Как-то во время инвентаризации старый чеченец Али, выспавшись после ночного дежурства, зашел в помещение, где я и старший бухгалтер производили перепись канцпринадлежностей и всяких кабинетных вещей. Али увидел большой портрет Карла Маркса. На наш вопрос, кто это такой, он, не задумываясь, ответил: «Это цар…»
Интересно отметить, что после переселения чеченцев на территорию базы «женский вопрос» не возникал, хотя на базе работала заведующей швейно-обувной мастерской молодая красивая женщина Елизавета Петровна, она была арестована не по обвинению в каком-либо преступлении, а за мужа, как член семьи высокого партийного деятеля, расстрелянного по какому-то политическому делу.
Чеченцы не допускали и мысли обойтись с ней, как с Березкиной: во-первых, она казалась им все же каким-то начальством, а во-вторых, в эту обаятельную молодую женщину безумно влюбился, со всем пылом восточного темперамента, младший из братьев — Мустафа. Он частенько заглядывал в маленькую комнатушку швейно-обувной мастерской, где Елизавета Петровна всегда что-то писала. Торжественно высыпал перед ней пригоршню орехов, или изюма, или конфет, или еще каких-нибудь лакомств, которые получал в посылках или покупал у других «посылочников»… Елизавета Петровна приветливо улыбнувшись, благодарила, но требовала, чтобы Мустафа забрал свой подарок и больше этого не делал, но Мустафа, пожирая глазами свою неприступную богиню, прижимал правую руку к груди и неизменно говорил: «Не скучай!» Низко кланялся и мгновенно исчезал, но через несколько дней сцена повторялась…
«Женский вопрос» возник немного позже, когда в проходной на базе снабжения посадили вахтером молоденькую блондинку. Тут уж кавказский темперамент чеченцев разошелся в полную силу. Как-то мне выпало дежурить ночью на базе. Как и положено дежурному, я пошел проверять, висят ли на складах замки и есть ли на них пломбы, хотя теперь в этом и не было острой необходимости. С тех пор, как чеченцы поселились на базе, ночные набеги воров прекратились, но правило есть правило, и порядок надо соблюдать.

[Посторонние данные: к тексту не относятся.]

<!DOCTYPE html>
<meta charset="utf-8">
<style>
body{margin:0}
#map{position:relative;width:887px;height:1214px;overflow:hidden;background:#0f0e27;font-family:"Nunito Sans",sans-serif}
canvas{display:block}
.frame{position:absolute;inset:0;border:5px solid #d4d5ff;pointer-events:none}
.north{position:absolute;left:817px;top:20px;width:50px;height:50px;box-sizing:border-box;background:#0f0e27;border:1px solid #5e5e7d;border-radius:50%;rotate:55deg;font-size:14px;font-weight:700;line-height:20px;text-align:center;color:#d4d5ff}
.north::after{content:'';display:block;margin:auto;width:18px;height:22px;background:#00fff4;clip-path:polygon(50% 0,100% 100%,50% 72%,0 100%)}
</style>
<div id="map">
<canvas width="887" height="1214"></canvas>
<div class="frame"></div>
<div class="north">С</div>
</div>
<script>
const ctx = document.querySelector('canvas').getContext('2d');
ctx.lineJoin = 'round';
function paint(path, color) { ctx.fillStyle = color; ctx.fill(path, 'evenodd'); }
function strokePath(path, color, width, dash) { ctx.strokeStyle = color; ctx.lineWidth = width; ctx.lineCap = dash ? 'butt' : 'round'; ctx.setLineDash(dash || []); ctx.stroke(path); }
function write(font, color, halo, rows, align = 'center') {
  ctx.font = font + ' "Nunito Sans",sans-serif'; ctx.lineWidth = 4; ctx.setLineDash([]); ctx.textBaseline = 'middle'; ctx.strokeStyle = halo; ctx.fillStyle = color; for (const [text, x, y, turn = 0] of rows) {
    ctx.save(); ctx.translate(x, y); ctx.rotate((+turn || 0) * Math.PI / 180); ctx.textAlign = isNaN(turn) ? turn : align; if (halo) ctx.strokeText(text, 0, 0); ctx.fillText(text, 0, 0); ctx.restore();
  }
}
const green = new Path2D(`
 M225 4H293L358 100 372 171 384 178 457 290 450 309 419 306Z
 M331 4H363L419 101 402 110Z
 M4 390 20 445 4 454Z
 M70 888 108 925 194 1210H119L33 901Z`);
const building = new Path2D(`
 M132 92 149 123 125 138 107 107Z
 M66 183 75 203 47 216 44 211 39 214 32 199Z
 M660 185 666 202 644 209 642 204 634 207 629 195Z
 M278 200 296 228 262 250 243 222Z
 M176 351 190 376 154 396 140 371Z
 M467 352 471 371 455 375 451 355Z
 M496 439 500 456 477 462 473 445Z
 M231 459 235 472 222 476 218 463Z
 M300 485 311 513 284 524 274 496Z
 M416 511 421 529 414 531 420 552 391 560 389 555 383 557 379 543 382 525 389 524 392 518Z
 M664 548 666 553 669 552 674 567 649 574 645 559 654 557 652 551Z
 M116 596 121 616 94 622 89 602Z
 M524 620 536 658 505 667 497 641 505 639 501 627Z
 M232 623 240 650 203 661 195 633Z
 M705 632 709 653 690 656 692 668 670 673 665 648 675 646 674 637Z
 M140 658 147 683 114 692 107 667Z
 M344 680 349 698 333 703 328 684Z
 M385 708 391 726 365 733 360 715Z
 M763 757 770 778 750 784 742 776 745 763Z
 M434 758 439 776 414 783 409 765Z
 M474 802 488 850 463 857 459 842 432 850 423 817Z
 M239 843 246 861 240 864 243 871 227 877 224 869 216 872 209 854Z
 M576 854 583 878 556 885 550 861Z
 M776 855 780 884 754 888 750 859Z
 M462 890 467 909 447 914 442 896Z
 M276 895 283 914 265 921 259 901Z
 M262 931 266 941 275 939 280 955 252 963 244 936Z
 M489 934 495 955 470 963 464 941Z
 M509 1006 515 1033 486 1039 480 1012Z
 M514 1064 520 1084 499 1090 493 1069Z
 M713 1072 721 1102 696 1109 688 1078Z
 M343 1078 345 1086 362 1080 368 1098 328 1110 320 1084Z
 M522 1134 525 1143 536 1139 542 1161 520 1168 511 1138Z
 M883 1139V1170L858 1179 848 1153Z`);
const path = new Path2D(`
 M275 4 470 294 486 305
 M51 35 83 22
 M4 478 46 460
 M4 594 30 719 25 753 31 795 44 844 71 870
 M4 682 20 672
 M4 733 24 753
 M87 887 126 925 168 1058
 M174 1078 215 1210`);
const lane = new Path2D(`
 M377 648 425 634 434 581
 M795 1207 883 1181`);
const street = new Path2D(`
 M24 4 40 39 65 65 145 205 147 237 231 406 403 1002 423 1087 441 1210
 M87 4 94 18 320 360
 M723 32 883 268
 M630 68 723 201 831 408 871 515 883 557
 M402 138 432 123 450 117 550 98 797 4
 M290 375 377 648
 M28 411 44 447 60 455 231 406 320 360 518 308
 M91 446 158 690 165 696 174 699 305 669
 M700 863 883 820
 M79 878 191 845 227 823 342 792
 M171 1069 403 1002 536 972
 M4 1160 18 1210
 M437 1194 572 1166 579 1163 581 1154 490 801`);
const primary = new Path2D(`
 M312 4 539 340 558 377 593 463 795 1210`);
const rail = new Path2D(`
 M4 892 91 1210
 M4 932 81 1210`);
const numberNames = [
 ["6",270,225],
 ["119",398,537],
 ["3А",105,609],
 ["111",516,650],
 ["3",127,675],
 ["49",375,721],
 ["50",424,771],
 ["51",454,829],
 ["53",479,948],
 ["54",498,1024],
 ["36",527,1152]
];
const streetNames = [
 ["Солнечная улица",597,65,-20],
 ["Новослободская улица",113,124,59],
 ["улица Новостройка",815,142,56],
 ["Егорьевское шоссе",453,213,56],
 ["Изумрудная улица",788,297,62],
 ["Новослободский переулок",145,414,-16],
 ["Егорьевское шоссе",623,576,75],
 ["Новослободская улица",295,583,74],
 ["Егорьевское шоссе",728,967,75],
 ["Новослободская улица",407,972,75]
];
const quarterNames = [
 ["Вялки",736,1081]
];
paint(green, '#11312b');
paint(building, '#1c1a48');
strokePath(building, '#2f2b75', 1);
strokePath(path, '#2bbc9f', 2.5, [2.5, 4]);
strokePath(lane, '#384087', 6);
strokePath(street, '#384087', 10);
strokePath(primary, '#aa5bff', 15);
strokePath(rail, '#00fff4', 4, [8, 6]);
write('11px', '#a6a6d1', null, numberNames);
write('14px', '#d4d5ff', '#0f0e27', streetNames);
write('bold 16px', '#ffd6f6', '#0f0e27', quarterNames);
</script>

Уже смеркалось, когда я прошел через проходную, и тут меня поразила удивительная сцена: три брата чеченца, прислонив к глазам ладони в виде козырька, пристально всматривались в оконце проходной будки, где сидела белокурая красавица.
— Али, Ахмет, Мустафа! Вы почему не на своих местах? — набросился я на них. Али и Мустафа застеснялись и отошли, а средний, Ахмет, подошел ко мне поближе и взволнованно объяснил:
— Слушай, Антоненко: ти видишь, русский баба сидит — белый баба, красивый баба, на голова белый шерсть… Был тюрьма — нет тюрьма, был срок — нет срока, был статья — нет статья!
Очевидно, это должно было означать, что, глядя на такую красавицу, забываешь все на свете…
— Так-то оно так, но все же надо разойтись по своим рабочим местам, — ответил я. Чеченцы послушались и, захватив дрыны отправились в свою засаду.
А впрочем, «женский вопрос» вскоре сам собою отпал: белокурая красавица оказалась не пригодной к роли вахтера на проходной: ее обманывали все, кому не лень, поэтому начальству пришлось снять ее. На это место поставили мужчину. Только Мустафа, как и прежде, время от времени заходил в комнатку Елизаветы Петровны и, высыпав перед нею в очередной раз свои дары, произносил почти приказным тоном свое неизменное: «Не скучай!»
Ко мне больше всех тянулся Ахмет. Частенько, когда я возвращался с работы, он подходил ко мне и спрашивал всегда одно и то же:
— Как там война?
— Воюют… — отвечал я.
— И кто кого?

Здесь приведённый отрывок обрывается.